- **Goal of the exercise**
Search the records for the string "lane" and copy every line in which it appears.

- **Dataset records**

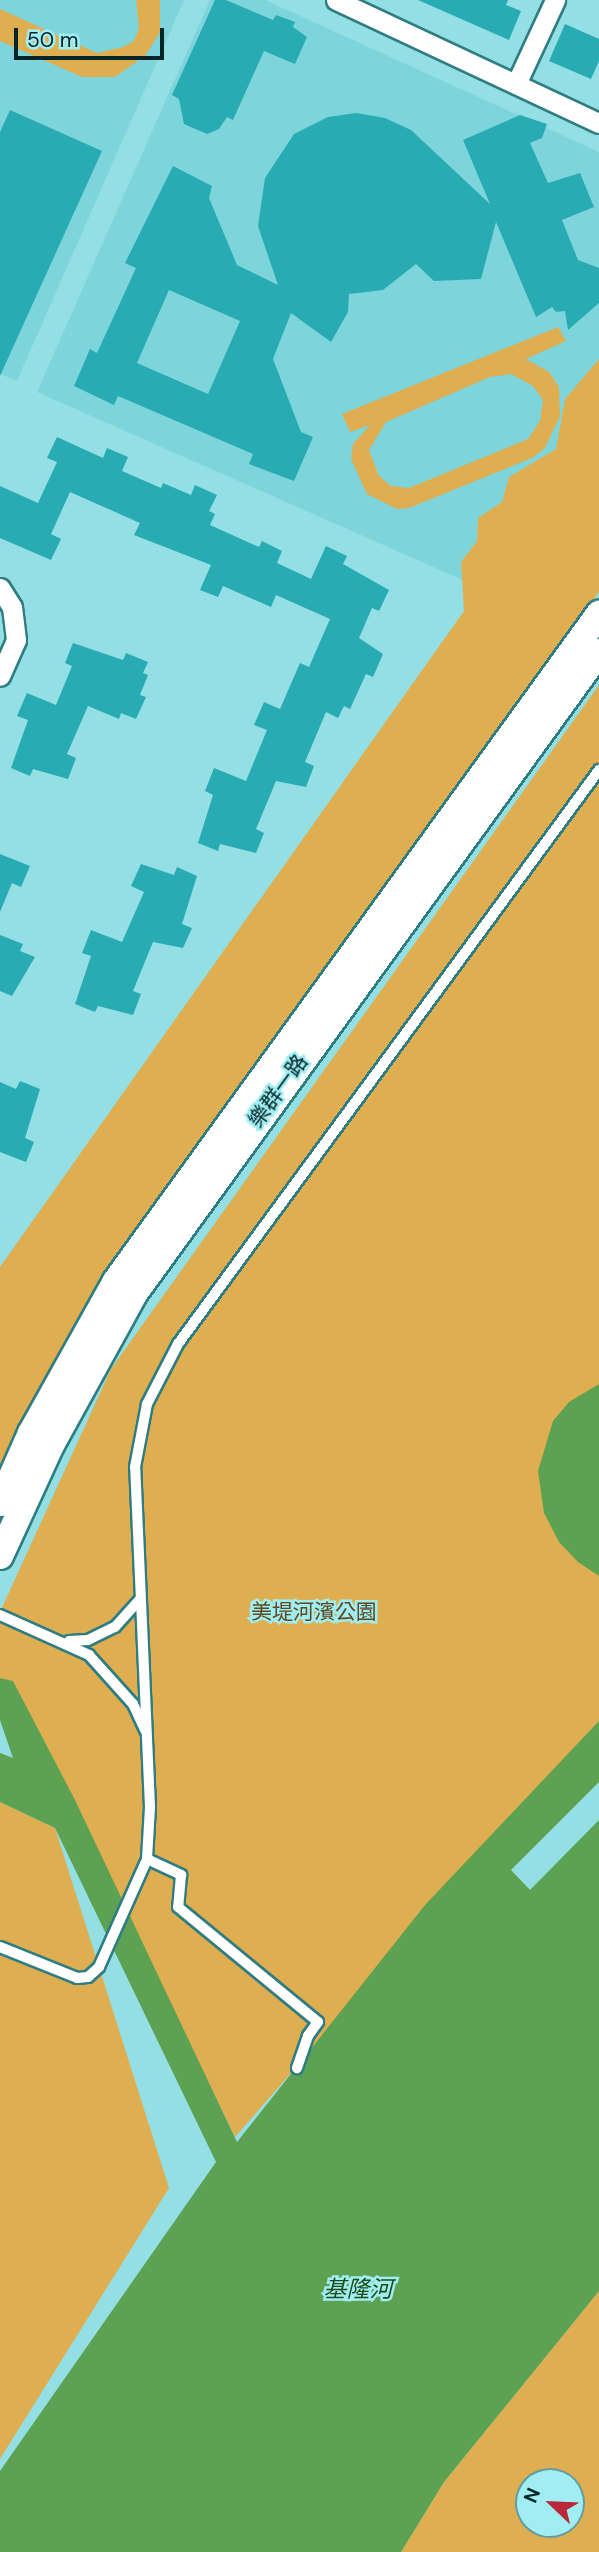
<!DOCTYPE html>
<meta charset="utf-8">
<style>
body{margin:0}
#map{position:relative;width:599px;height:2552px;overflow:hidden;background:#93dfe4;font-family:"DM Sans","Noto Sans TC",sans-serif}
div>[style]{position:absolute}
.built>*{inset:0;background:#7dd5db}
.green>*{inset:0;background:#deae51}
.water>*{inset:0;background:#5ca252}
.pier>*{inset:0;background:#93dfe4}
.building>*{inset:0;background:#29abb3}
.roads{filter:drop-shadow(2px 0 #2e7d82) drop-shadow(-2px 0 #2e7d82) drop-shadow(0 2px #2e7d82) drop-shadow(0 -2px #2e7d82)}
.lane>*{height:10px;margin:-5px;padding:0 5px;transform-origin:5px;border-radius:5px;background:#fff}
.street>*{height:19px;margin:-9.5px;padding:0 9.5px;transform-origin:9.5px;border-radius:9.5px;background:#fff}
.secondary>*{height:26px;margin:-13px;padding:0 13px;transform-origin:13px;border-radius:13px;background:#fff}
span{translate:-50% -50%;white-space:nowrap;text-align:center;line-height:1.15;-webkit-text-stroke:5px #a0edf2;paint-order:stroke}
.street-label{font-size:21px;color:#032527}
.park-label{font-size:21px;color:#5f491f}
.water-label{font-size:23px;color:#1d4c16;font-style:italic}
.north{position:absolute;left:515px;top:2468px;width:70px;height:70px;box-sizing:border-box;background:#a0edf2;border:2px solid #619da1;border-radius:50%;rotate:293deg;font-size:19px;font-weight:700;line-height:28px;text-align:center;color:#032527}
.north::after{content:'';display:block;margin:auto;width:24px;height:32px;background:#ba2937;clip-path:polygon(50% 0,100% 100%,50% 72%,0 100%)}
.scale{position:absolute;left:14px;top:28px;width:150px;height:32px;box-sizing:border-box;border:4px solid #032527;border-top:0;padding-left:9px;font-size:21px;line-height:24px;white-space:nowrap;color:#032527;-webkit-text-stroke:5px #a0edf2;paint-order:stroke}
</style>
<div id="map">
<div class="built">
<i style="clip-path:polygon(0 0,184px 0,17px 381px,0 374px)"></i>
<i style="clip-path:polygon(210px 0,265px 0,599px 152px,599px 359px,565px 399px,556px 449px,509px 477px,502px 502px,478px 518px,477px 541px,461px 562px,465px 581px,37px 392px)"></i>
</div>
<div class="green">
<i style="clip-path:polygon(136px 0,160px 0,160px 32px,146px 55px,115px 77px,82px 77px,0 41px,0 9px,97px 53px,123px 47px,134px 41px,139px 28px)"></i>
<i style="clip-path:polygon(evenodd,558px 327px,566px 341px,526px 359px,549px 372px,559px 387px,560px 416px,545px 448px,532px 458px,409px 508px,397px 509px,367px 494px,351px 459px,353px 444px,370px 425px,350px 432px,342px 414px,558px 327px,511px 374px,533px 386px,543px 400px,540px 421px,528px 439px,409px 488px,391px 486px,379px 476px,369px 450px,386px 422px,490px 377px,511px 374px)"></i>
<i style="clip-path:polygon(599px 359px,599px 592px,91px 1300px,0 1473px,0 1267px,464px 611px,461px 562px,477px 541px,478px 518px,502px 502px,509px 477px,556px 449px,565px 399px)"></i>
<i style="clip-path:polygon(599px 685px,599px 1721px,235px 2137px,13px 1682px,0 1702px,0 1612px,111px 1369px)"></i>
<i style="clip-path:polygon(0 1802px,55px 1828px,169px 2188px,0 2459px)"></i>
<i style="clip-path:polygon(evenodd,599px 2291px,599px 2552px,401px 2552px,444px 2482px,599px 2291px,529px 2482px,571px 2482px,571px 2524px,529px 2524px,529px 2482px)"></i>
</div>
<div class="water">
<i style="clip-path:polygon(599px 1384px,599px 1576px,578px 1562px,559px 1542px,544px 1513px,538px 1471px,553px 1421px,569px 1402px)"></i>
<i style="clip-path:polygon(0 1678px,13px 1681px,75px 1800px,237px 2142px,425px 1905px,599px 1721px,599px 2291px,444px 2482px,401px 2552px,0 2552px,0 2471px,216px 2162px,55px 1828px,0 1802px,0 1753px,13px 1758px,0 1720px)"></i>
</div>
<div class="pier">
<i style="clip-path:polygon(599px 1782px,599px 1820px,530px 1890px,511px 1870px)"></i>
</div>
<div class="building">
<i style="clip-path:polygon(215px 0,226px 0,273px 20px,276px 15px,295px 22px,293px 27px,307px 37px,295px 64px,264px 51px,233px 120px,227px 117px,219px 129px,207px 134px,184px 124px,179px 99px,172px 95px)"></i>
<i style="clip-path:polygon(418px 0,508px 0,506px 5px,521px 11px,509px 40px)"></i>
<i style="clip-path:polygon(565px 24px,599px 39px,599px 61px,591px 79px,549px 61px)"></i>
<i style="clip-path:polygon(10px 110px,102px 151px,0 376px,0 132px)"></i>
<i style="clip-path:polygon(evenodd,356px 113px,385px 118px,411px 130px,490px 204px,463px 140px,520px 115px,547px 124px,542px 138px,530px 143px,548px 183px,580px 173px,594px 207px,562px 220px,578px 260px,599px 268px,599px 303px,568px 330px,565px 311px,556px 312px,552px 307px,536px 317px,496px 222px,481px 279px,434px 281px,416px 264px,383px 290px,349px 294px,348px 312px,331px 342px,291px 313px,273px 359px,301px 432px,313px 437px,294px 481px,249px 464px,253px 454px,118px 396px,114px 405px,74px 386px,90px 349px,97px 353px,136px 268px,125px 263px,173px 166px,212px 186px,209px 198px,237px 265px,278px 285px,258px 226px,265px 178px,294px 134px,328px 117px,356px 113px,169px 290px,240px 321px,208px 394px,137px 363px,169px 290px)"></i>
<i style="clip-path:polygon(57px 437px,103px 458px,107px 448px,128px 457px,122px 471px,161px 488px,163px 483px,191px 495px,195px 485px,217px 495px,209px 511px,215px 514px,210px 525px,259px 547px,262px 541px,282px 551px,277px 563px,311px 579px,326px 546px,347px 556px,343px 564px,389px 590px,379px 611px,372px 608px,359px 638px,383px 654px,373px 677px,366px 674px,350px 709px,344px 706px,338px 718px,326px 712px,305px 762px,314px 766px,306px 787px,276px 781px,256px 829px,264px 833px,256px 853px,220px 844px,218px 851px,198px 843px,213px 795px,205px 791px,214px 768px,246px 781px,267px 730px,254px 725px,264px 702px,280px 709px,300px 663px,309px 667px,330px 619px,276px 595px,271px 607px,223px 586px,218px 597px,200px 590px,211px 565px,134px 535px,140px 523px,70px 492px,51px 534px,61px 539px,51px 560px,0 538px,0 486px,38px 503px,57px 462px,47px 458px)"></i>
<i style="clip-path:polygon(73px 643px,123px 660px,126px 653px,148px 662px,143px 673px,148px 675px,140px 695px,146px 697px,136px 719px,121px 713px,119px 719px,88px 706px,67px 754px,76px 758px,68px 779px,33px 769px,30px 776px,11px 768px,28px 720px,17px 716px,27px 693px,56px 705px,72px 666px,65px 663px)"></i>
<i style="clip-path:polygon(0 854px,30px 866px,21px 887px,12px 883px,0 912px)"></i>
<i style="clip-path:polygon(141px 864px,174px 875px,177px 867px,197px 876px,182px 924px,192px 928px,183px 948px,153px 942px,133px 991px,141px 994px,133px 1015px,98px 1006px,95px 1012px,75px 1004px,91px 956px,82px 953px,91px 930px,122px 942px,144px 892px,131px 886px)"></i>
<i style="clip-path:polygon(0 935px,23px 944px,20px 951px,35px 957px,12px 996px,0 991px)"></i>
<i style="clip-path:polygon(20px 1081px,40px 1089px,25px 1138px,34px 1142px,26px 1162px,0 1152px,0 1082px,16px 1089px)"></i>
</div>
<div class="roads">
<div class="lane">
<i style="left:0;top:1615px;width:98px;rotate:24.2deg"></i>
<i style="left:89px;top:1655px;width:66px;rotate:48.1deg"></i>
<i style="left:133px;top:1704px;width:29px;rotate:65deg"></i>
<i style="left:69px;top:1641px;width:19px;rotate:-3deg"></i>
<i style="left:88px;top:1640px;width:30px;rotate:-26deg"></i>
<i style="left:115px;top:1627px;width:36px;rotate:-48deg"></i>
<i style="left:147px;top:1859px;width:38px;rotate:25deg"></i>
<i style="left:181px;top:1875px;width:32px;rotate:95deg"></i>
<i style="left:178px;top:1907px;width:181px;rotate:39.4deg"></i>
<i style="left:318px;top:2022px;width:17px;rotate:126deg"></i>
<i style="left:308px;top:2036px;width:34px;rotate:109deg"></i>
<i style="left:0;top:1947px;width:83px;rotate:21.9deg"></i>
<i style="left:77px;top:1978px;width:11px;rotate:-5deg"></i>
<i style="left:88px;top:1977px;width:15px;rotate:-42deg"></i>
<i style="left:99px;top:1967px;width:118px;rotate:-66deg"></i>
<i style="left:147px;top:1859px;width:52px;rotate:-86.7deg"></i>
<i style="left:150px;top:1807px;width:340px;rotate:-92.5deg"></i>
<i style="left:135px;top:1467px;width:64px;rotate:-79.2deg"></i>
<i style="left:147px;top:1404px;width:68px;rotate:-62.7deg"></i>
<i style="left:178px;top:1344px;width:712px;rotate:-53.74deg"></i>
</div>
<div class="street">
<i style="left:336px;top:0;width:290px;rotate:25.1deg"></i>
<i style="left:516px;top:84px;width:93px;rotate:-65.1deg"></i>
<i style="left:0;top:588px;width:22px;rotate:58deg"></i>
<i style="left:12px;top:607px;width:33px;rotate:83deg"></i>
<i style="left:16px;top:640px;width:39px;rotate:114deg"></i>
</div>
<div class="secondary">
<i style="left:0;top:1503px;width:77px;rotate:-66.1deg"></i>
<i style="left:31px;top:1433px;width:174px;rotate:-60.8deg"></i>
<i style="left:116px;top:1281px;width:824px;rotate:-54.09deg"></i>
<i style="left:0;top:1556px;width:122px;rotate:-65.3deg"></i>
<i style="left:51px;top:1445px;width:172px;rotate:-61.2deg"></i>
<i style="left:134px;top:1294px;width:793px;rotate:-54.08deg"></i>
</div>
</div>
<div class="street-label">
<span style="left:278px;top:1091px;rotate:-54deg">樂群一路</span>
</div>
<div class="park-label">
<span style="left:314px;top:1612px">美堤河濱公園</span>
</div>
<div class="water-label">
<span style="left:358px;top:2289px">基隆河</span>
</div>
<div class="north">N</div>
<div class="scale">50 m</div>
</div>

- **Exercise result**
.lane>*{height:10px;margin:-5px;padding:0 5px;transform-origin:5px;border-radius:5px;background:#fff}
<div class="lane">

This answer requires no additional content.